__Your instructions__: Copying each record below exactly is the whole task.

Start of Given data

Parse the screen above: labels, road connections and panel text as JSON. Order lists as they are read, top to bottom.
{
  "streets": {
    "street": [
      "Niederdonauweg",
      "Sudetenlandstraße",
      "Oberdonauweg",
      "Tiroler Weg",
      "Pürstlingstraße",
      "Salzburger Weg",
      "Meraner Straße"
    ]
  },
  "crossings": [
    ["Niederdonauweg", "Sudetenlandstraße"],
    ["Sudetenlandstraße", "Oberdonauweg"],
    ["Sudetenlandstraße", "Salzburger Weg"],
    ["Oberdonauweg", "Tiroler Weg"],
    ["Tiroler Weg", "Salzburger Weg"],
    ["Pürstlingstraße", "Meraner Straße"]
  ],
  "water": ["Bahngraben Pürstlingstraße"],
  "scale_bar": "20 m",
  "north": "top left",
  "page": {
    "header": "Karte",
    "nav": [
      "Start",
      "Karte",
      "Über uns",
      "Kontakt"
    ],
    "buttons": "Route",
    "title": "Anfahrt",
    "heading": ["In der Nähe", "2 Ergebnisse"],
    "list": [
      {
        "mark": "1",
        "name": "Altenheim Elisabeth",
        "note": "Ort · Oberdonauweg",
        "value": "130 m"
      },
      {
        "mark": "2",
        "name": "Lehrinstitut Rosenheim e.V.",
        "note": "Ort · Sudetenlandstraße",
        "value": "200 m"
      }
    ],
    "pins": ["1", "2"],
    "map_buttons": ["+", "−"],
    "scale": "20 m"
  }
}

End of Given data

__Written response__:
Parse the screen above: labels, road connections and panel text as JSON. Order lists as they are read, top to bottom.
{
  "streets": {
    "street": [
      "Niederdonauweg",
      "Sudetenlandstraße",
      "Oberdonauweg",
      "Tiroler Weg",
      "Pürstlingstraße",
      "Salzburger Weg",
      "Meraner Straße"
    ]
  },
  "crossings": [
    ["Niederdonauweg", "Sudetenlandstraße"],
    ["Sudetenlandstraße", "Oberdonauweg"],
    ["Sudetenlandstraße", "Salzburger Weg"],
    ["Oberdonauweg", "Tiroler Weg"],
    ["Tiroler Weg", "Salzburger Weg"],
    ["Pürstlingstraße", "Meraner Straße"]
  ],
  "water": ["Bahngraben Pürstlingstraße"],
  "scale_bar": "20 m",
  "north": "top left",
  "page": {
    "header": "Karte",
    "nav": [
      "Start",
      "Karte",
      "Über uns",
      "Kontakt"
    ],
    "buttons": "Route",
    "title": "Anfahrt",
    "heading": ["In der Nähe", "2 Ergebnisse"],
    "list": [
      {
        "mark": "1",
        "name": "Altenheim Elisabeth",
        "note": "Ort · Oberdonauweg",
        "value": "130 m"
      },
      {
        "mark": "2",
        "name": "Lehrinstitut Rosenheim e.V.",
        "note": "Ort · Sudetenlandstraße",
        "value": "200 m"
      }
    ],
    "pins": ["1", "2"],
    "map_buttons": ["+", "−"],
    "scale": "20 m"
  }
}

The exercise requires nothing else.